» Task details
Everything in the listing below should be repeated verbatim, apart from the pictures.

» Recorded data
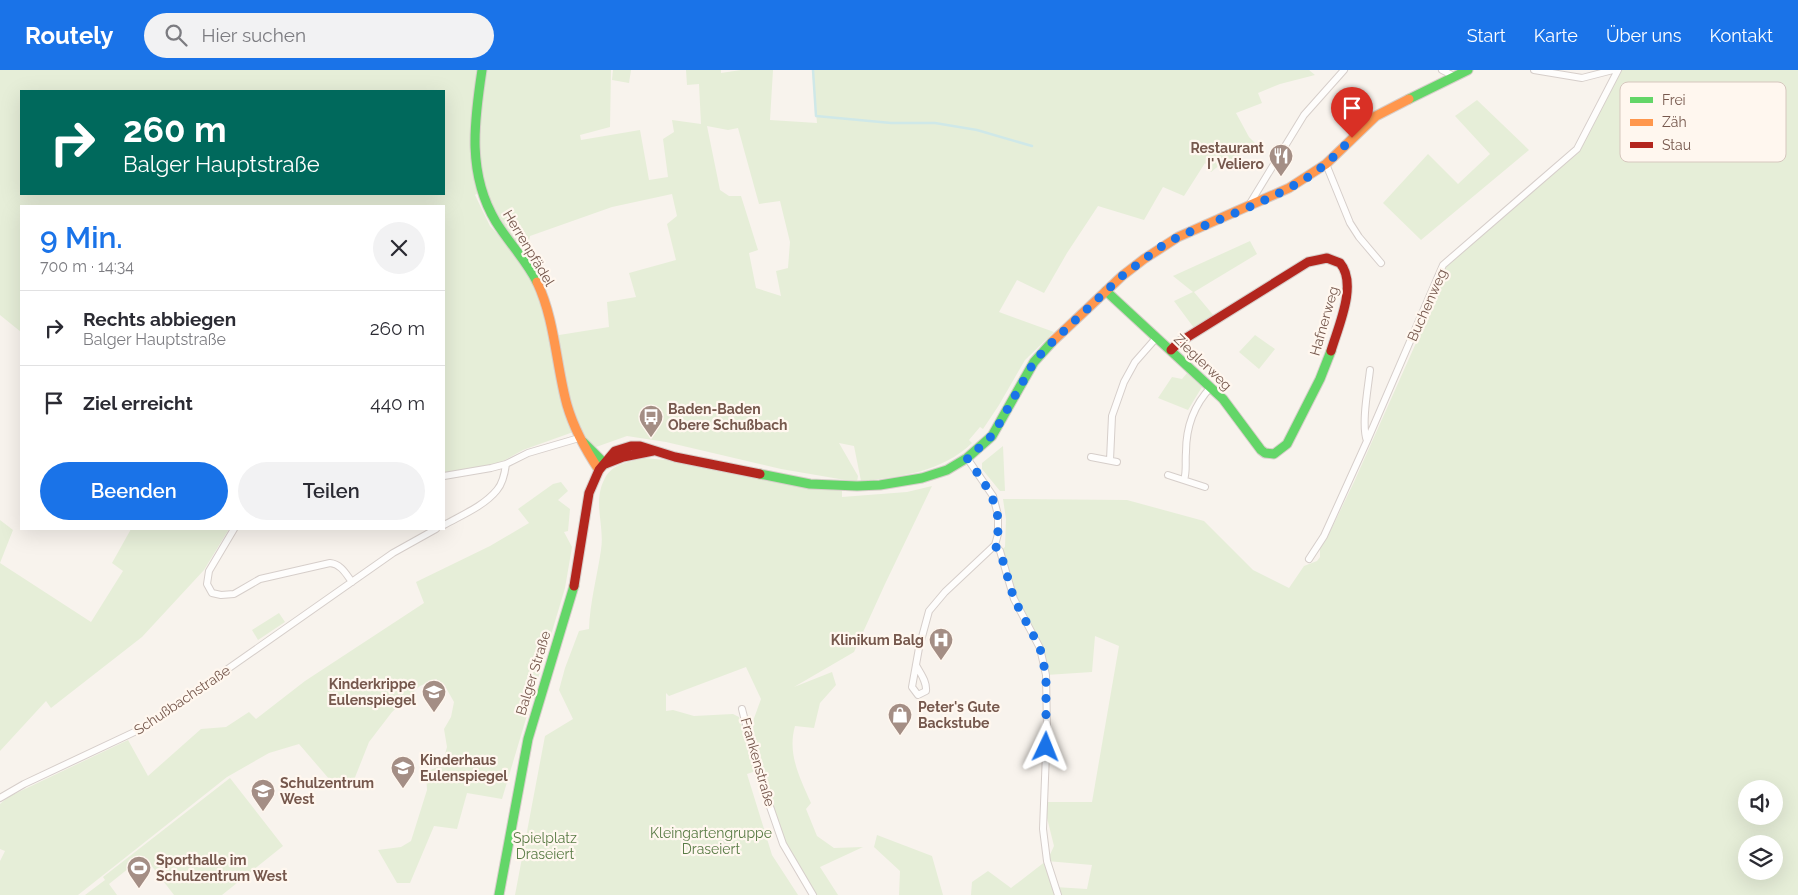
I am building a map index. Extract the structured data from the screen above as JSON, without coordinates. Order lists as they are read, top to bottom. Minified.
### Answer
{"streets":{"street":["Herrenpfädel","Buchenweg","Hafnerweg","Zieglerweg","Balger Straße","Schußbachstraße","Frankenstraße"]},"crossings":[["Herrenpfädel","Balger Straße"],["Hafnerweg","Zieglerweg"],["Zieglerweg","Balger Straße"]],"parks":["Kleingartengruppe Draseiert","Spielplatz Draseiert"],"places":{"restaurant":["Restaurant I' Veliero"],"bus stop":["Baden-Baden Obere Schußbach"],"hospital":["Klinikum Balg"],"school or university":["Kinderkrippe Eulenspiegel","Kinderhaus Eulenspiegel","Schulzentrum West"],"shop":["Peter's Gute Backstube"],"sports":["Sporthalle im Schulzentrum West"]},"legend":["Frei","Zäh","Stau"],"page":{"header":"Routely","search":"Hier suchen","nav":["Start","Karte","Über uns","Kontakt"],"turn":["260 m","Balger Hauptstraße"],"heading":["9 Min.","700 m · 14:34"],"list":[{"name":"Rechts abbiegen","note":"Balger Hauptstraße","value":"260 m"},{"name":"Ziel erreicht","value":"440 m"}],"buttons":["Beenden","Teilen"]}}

» Written answer
I am building a map index. Extract the structured data from the screen above as JSON, without coordinates. Order lists as they are read, top to bottom. Minified.
### Answer
{"streets":{"street":["Herrenpfädel","Buchenweg","Hafnerweg","Zieglerweg","Balger Straße","Schußbachstraße","Frankenstraße"]},"crossings":[["Herrenpfädel","Balger Straße"],["Hafnerweg","Zieglerweg"],["Zieglerweg","Balger Straße"]],"parks":["Kleingartengruppe Draseiert","Spielplatz Draseiert"],"places":{"restaurant":["Restaurant I' Veliero"],"bus stop":["Baden-Baden Obere Schußbach"],"hospital":["Klinikum Balg"],"school or university":["Kinderkrippe Eulenspiegel","Kinderhaus Eulenspiegel","Schulzentrum West"],"shop":["Peter's Gute Backstube"],"sports":["Sporthalle im Schulzentrum West"]},"legend":["Frei","Zäh","Stau"],"page":{"header":"Routely","search":"Hier suchen","nav":["Start","Karte","Über uns","Kontakt"],"turn":["260 m","Balger Hauptstraße"],"heading":["9 Min.","700 m · 14:34"],"list":[{"name":"Rechts abbiegen","note":"Balger Hauptstraße","value":"260 m"},{"name":"Ziel erreicht","value":"440 m"}],"buttons":["Beenden","Teilen"]}}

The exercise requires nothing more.